LintDB¤
LintDB is a multi-vector database meant for Gen AI. LintDB natively supports late interaction like ColBERT and PLAID.
Key Features¤
- Multi vector support: LintDB stores multiple vectors per document id and calculates the max similarity across vectors to determine relevance.
- Bit-level Compression: LintDB fully implements PLAID's bit compression, storing 128 dimension embeddings in as low as 16 bytes.
- Embedded: LintDB can be embedded directly into your Python application. No need to setup a separate database.
- Full Support for PLAID and ColBERT: LintDB is built around PLAID and ColBERT.
- Filtering: LintDB supports filtering on any field in the schema.
Installation¤
LintDB relies on OpenBLAS for accerlated matrix multiplication. To smooth the process of installation, we only support conda.
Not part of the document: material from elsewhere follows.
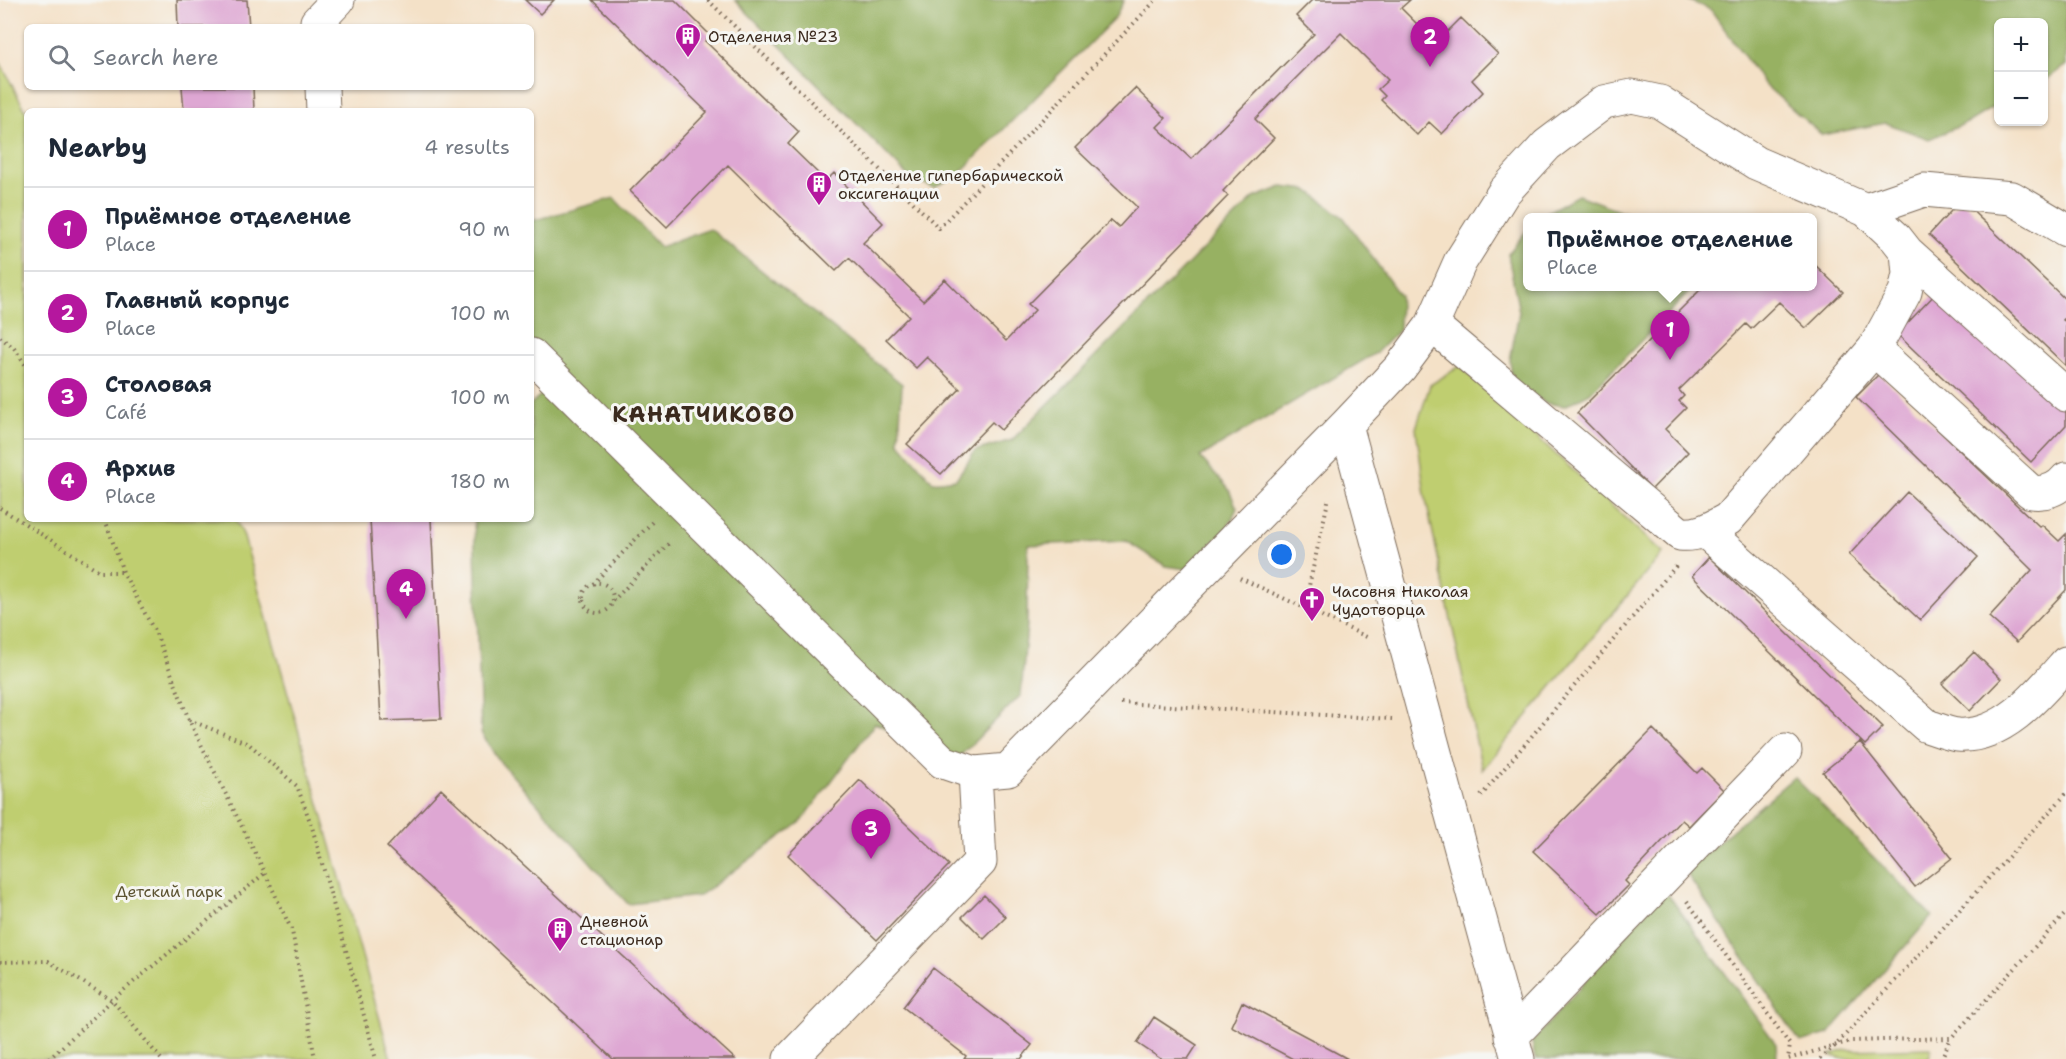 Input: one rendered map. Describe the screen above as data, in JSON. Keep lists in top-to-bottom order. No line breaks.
{"districts":["КАНАТЧИКОВО"],"parks":["Детский парк"],"places":{"building":["Отделения №23","Отделение гипербарической оксигенации","Дневной стационар"],"church":["Часовня Николая Чудотворца"]},"page":{"pins":["2","1","4","3"],"map_buttons":["+","−"],"search":"Search here","heading":["Nearby","4 results"],"list":[{"mark":"1","name":"Приёмное отделение","note":"Place","value":"90 m"},{"mark":"2","name":"Главный корпус","note":"Place","value":"100 m"},{"mark":"3","name":"Столовая","note":"Café","value":"100 m"},{"mark":"4","name":"Архив","note":"Place","value":"180 m"}],"popup":["Приёмное отделение","Place"]}} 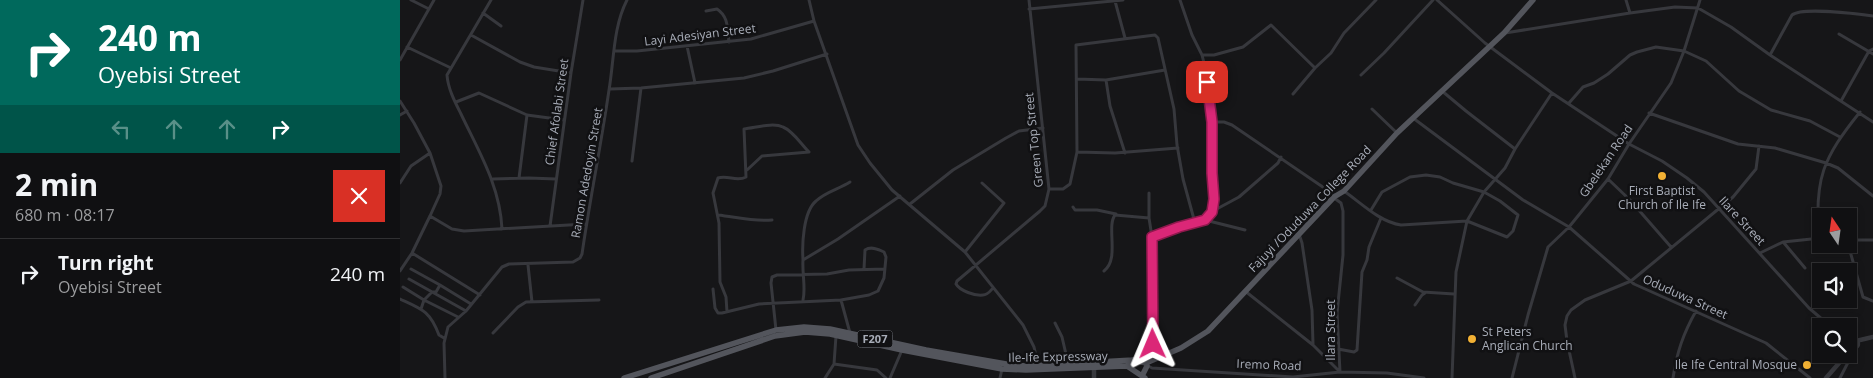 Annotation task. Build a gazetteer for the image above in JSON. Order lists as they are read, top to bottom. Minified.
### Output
{"streets":{"main road":["Fajuyi /Oduduwa College Road","F207","Ile-Ife Expressway"],"street":["Layi Adesiyan Street","Chief Afolabi Street","Green Top Street","Gbelekan Road","Ramon Adedoyin Street","Ilare Street","Oduduwa Street","Ilara Street","Iremo Road"]},"crossings":[["Layi Adesiyan Street","Ramon Adedoyin Street"],["Gbelekan Road","Ilare Street"],["Gbelekan Road","Oduduwa Street"],["Fajuyi /Oduduwa College Road","Ilare Street"],["Fajuyi /Oduduwa College Road","Oduduwa Street"],["Fajuyi /Oduduwa College Road","Ilara Street"],["Fajuyi /Oduduwa College Road","Iremo Road"],["Ilara Street","Iremo Road"]],"places":["First Baptist Church of Ile Ife","St Peters Anglican Church","Ile Ife Central Mosque"],"north":"top","page":{"turn":["240 m","Oyebisi Street"],"heading":["2 min","680 m · 08:17"],"list":[{"name":"Turn right","note":"Oyebisi Street","value":"240 m"}]}} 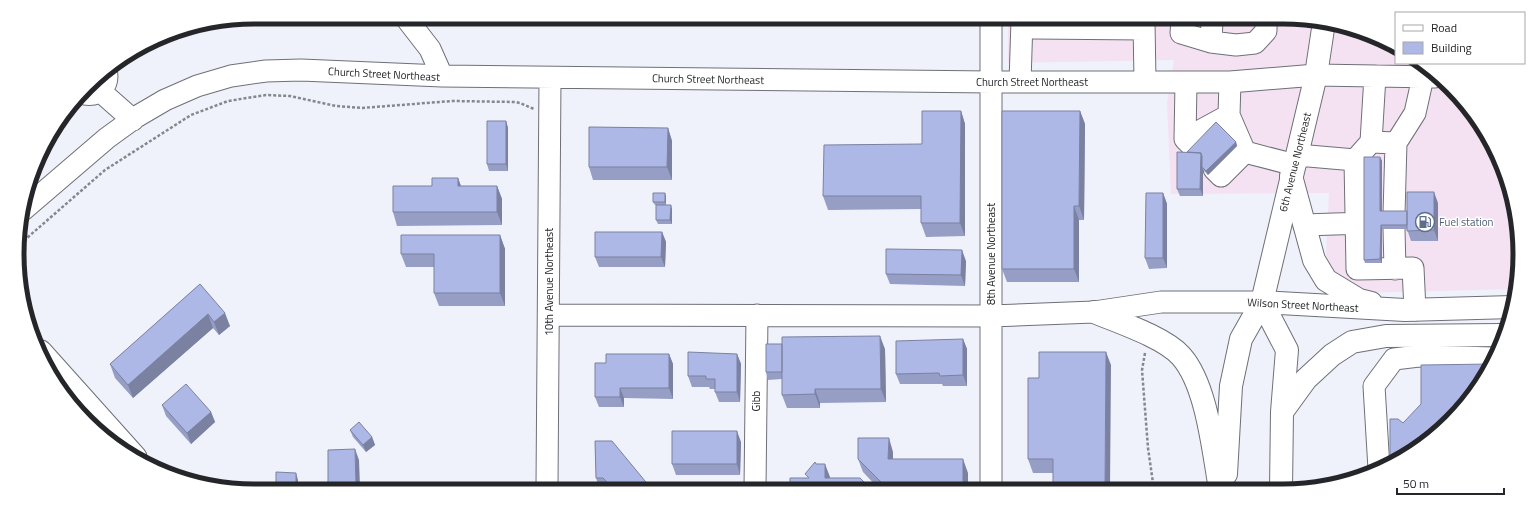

conda install lintdb -c deployql -c conda-forge
Usage¤
LintDB makes it easy to upload data, even if you have multiple tenants.
Below shows creating a database. LintDB defines a schema for a given database that can be used to index embeddings, floats, strings, even dates. Fields can be indexed, stored, or used as a filter.
from lintdb.core import (
Schema,
ColbertField,
QuantizerType,
Configuration,
IndexIVF
)
schema = Schema(
[
ColbertField('colbert', DataType.TENSOR, {
'dimensions': 128,
'quantization': QuantizerType.BINARIZER,
"num_centroids": 32768,
"num_iterations": 10,
})
]
)
config = Configuration()
index = IndexIVF(index_path, schema, config)
)
And querying the database. We can query any of the data fields we indexed.
from lintdb.core import (
Query,
VectorQueryNode
)
for id, query in zip(data.qids, data.queries):
embedding = checkpoint.queryFromText(query)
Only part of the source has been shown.